Le prix médian des tokens de la cohorte 2020 a atteint par la suite un maximum de 5,1 fois le prix de référence d'entrée ; pour les tokens des cohortes postérieures à 2023, le prix médian n'a jamais dépassé le prix de référence d'éligibilité.
Le résultat est un effondrement total de la convexité des rendements. Le prix de transaction maximal médian des tokens de la cohorte 2020 est de 5,1 fois le prix de référence ; 51 % des tokens ont offert à un moment donné une opportunité de sortie à 5x, 33 % à 10x. En revanche, pour les actifs entrants de 2023-2026, le multiple médian du pic n'est que de 0,93x, c'est-à-dire que le prix de clôture mensuel médian des tokens n'a jamais dépassé leur propre prix d'éligibilité ; seulement 3,9 % ont offert un rendement 5x, et 1,4 % un rendement 10x.
La performance à la baisse n'a pas changé, la médiane des rendements finaux pour les deux époques est proche de -95 %. Le risque/rendement asymétrique qui sous-tendait autrefois la spéculation sur les tokens a disparu du marché. Les projets lancés avec une valorisation élevée n'offrent pas non plus un potentiel de hausse significativement plus grand.

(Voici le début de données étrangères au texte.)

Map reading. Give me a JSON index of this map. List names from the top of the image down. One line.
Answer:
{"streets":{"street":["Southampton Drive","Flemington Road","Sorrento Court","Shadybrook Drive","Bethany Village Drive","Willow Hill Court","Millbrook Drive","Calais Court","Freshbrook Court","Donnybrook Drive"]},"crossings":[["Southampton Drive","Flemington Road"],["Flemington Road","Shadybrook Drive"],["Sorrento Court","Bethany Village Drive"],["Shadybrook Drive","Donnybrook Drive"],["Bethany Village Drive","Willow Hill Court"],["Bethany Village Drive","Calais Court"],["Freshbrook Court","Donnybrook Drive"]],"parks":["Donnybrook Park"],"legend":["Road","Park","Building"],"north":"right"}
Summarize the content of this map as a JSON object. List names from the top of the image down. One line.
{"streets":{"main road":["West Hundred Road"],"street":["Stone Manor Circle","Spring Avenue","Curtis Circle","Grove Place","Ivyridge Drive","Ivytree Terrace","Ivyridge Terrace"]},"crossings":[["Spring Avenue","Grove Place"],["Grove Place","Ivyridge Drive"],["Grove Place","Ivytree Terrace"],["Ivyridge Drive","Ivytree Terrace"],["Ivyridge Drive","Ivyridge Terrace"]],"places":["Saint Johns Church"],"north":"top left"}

Après 2023, pour les 26 tokens dont la valorisation initiale au lancement dépassait 1 milliard de dollars, la probabilité de chute de 90 % est plus faible comparée aux tokens dans la fourchette 50-100 millions de dollars ; mais leur multiple médian du pic de rendement reste seulement de 1,0x.
Les données montrent que participer au lancement de nouveaux tokens très médiatisés expose l'investisseur à un énorme risque de baisse, sans bénéficier de la convexité des gains potentiels à la hausse correspondante. Sur les 955 tokens éligibles après 2023, seuls 37 ont réalisé un gain de 5x par rapport à leur référence ; environ 13 ont réalisé un gain 10x. La grande majorité des tokens avec un gain 10x sont des memecoins, par exemple PEPE (44x max), WIF, BONK ; VIRTUAL, HYPE sont des exceptions non-meme rares. Le pool des tokens avec des gains de 5x à 10x comprend également des actifs d'infrastructure et DeFi, comme Rollbit, Pendle, Celestia, Ondo, Sei.
Le Seuil pour Atteindre une Position Significative sur le Marché Devient de Plus en Plus Élevé
Au cours de la période statistique, le seuil de valorisation nécessaire pour devenir un projet significatif sur le marché s'est considérablement relevé. En juin 2020, le 100ème token du marché avait une capitalisation de 47 millions de dollars, en dessous du seuil d'éligibilité de 50 millions de dollars de ce rapport. En décembre 2024, le seuil pour entrer dans le top 100 est d'environ 900 millions de dollars ; pour entrer dans le top 20, une capitalisation supérieure à 8 milliards de dollars est nécessaire. Les projets entrants plus tard partent d'un point de départ presque vingt fois plus éloigné des leaders du marché.
Les actifs entrants plus tard réduisent rarement cet écart pour devenir des leaders de marché de long terme. SHIB, grâce à la propagation communautaire memecoin, est resté dans le top 20 pendant 49 mois ; TON, s'appuyant sur l'écosystème Telegram, y est resté 36 mois ; HYPE, après son éligibilité (novembre 2024), a intégré le top 20 et y est resté, s'appuyant sur sa position de leader des DEX de contrats perpétuels, des revenus d'activité substantiels et des rachats qui alignent les intérêts des détenteurs.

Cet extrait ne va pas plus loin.